Les parrains de Stan, Philip et Ruby Bird, de Streetsville, n’ont pas tardé à se rendre compte que son bagage de compétences dépassait largement les travaux associés à la terre. Ils ont confié leur parrainage à Glenn et Barbara Grice, lesquels dirigeaient une entreprise de construction tout proche et bien vite, Stan s’est mis à construire des maisons et des granges. La formation de Stan l’avait bien préparé aux nouveaux styles et pratiques de construction domiciliaire qui émergeaient en cette période de reconstruction d’après-guerre de l’Europe et devenaient alors la norme dans le boom de l’immobilier nord-américain des années 1950. Les principaux aspects de ces changements venaient du développement de la fabrication en série des panneaux de contreplaqué et de gypse de quatre pieds sur huit. Parmi les compétences de Stan, on lui reconnaissait sa capacité de « faire lever » un projet de construction : l’estimation du coût du projet à partir des plans, la définition du matériel et de l’équipement nécessaires et la main-d’œuvre impliquée. Stan était aussi reconnu pour sa capacité de gérer et de superviser les équipes d’ouvriers.
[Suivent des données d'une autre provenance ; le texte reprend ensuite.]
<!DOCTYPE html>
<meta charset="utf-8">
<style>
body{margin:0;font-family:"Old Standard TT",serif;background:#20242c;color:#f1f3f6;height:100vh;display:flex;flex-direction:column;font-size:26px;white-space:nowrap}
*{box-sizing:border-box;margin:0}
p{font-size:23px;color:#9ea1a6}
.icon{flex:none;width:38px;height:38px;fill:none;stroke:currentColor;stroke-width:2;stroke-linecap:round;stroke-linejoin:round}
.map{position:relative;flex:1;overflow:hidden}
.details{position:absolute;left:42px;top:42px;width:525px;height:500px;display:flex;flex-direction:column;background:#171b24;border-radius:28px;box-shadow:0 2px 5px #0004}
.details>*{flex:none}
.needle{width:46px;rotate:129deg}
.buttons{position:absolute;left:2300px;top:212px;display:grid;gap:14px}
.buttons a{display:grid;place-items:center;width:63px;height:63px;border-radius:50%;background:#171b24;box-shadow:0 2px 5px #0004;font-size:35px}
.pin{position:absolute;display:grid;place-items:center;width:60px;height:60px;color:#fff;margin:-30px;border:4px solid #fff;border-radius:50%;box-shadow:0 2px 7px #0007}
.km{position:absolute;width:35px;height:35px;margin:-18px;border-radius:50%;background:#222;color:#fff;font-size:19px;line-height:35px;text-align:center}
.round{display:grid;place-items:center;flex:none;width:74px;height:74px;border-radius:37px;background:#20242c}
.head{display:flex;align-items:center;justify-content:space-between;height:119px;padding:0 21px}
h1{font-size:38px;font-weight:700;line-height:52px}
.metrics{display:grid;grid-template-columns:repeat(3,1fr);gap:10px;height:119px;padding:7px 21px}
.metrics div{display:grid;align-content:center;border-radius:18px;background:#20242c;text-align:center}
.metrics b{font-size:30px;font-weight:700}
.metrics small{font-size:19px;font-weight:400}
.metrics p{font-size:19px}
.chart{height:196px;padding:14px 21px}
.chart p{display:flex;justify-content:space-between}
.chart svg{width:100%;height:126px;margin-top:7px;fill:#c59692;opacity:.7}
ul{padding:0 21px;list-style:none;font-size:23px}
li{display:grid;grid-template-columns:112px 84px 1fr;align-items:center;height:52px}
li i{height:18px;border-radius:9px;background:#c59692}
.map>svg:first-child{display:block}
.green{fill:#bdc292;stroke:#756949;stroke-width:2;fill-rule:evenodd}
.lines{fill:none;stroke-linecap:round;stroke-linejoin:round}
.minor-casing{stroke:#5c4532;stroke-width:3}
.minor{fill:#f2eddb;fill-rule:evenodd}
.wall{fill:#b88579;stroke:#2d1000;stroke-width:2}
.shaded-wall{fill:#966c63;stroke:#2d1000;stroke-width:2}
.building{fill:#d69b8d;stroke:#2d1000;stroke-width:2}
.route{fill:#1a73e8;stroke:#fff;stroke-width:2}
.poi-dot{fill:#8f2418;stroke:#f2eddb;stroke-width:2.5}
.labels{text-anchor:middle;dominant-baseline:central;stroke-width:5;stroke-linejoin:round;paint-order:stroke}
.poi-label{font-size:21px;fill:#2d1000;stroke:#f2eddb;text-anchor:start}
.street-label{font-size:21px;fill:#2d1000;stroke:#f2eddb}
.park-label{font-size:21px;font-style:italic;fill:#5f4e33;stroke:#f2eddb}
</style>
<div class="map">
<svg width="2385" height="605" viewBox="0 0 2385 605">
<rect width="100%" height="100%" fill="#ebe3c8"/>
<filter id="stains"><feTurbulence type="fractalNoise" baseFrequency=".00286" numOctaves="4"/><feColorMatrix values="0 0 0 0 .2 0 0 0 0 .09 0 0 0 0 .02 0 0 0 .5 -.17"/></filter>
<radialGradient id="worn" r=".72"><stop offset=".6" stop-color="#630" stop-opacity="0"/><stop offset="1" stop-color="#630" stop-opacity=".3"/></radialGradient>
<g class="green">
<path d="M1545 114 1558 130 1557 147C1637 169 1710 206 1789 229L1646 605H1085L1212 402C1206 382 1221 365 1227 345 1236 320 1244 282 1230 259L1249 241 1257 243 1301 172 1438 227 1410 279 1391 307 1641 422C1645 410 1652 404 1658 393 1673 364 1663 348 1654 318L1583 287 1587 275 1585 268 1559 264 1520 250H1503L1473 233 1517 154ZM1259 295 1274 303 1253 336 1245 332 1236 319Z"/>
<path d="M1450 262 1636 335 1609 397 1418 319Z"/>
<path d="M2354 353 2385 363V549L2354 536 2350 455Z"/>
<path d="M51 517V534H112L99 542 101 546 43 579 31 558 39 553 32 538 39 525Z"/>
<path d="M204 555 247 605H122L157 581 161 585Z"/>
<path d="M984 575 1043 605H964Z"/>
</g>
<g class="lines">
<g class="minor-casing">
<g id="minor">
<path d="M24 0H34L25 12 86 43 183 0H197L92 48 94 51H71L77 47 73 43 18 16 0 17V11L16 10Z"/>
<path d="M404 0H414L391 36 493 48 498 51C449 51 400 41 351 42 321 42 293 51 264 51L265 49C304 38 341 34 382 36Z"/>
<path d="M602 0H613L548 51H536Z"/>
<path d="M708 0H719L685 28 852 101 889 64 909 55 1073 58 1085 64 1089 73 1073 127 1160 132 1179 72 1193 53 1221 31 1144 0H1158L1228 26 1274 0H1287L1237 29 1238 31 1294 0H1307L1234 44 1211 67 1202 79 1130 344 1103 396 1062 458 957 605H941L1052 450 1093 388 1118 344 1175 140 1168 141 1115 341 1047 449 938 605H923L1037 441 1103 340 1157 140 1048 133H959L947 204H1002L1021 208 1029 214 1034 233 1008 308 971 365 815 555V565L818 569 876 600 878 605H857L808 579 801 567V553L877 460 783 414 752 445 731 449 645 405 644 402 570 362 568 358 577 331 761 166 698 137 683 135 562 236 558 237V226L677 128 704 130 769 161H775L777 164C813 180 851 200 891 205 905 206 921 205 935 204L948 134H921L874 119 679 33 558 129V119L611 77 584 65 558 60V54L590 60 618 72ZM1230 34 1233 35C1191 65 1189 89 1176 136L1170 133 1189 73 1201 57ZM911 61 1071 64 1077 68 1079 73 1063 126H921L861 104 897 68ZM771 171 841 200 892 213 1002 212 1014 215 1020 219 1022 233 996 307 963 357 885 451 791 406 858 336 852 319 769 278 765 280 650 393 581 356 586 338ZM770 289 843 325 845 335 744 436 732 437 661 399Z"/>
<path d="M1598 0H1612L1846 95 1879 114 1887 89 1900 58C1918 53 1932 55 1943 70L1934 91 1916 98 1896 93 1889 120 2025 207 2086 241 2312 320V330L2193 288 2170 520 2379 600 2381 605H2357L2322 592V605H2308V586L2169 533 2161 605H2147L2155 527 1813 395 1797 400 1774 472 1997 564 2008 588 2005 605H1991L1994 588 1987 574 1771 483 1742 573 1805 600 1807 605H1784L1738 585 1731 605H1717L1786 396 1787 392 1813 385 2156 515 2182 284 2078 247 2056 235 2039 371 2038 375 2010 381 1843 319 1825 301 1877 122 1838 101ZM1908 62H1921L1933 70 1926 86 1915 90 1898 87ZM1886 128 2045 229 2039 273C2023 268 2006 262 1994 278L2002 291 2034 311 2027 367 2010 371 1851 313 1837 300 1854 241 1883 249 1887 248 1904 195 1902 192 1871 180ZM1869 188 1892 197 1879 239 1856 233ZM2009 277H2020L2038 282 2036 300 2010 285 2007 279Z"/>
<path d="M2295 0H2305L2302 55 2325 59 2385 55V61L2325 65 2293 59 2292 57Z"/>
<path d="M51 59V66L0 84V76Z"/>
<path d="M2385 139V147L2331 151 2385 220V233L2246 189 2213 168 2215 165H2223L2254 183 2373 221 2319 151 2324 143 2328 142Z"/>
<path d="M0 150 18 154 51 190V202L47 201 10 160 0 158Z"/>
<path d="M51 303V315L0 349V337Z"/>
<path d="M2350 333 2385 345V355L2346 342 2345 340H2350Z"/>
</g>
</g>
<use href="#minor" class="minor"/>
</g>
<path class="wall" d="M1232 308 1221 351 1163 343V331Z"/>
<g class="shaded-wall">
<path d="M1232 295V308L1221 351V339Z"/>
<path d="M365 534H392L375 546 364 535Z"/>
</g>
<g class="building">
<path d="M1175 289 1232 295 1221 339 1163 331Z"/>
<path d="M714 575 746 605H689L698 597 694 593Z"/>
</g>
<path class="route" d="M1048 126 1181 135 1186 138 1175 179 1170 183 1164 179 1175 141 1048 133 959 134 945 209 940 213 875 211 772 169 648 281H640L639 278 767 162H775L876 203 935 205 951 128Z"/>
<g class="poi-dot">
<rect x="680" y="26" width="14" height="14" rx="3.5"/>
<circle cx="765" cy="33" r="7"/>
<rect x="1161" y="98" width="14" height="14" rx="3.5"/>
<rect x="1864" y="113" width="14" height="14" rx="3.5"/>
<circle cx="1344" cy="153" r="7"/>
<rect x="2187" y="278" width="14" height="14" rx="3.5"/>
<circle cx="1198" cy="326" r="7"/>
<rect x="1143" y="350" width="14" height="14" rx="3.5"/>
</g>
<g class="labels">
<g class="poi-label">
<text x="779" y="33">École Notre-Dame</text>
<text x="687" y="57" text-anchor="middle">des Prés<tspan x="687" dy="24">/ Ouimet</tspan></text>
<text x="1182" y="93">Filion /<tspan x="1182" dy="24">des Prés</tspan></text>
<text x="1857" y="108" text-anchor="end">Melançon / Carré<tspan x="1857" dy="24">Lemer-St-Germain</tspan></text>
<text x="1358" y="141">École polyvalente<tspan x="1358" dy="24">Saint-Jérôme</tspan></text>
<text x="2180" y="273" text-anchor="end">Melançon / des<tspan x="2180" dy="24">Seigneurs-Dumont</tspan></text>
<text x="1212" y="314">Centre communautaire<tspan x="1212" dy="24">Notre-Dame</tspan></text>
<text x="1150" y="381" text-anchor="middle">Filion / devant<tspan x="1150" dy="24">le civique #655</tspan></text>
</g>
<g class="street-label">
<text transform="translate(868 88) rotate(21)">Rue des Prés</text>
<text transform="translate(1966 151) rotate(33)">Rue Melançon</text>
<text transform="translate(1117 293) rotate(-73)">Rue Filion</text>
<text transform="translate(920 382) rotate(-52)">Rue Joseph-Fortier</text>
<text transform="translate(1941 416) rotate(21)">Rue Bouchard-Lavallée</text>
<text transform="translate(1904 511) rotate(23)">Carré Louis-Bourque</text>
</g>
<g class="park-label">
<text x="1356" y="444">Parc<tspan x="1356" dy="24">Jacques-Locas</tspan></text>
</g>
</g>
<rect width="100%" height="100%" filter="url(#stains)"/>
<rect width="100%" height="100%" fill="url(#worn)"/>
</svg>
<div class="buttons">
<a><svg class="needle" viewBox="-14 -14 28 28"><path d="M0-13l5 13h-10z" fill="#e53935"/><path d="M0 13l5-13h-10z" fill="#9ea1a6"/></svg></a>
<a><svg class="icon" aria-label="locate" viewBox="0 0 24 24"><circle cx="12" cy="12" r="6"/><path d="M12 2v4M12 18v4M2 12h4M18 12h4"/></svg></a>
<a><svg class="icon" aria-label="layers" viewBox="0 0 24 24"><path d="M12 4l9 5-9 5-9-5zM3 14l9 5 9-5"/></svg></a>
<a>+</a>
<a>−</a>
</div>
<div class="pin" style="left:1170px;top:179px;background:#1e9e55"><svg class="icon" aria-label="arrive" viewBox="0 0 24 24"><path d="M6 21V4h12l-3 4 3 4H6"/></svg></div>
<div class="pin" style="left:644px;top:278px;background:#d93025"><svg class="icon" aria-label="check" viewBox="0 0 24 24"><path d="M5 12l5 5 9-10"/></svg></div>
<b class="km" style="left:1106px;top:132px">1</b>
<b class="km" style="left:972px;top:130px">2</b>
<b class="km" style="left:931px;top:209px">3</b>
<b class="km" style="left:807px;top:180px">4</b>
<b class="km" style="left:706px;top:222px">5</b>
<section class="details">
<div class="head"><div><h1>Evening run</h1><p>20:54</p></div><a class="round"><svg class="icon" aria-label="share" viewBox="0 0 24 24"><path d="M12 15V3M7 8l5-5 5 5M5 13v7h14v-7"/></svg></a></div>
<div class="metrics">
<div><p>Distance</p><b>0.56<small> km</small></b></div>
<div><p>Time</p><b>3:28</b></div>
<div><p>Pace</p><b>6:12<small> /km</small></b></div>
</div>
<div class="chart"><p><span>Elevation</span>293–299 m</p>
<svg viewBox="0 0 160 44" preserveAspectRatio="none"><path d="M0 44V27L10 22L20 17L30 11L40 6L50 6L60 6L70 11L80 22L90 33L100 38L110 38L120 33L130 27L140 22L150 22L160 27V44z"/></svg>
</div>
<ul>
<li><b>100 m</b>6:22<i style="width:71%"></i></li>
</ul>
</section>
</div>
En 1954, Stan, maintenant âgé de 21 ans, devient entrepreneur indépendant et nomme son entreprise Vander Meulen Construction. La carrière de Stan dans le sud de l’Ontario s’est poursuivie jusqu’au milieu des années 1970. Il faisait la conception et la construction de maisons, d’écoles et d’églises dans la région de Cooksville et Oakville, au sud, jusqu’à Brampton et Orangeville, au nord. Il a aussi construit plusieurs chalets et une clinique vétérinaire le long de la rive est de la baie Georgienne, près de Parry Sound.

Les premières expériences de Stan dans le « nouveau monde » donnent un bon exemple de ce que les historiens de l’immigration définissent comme des « initiateurs » de « chaînes migratoires ». Ces initiateurs sont des individus, des familles ou d’autres groupes de personnes qui offrent des exemples personnels et encouragent les autres à quitter le Vieux Continent pour venir s’établir dans le Nouveau Monde. Dans ces années-là, la « chaîne » fonctionnait principalement par le biais du courrier postal, le bouche-à-oreille et plus rarement par les appels téléphoniques.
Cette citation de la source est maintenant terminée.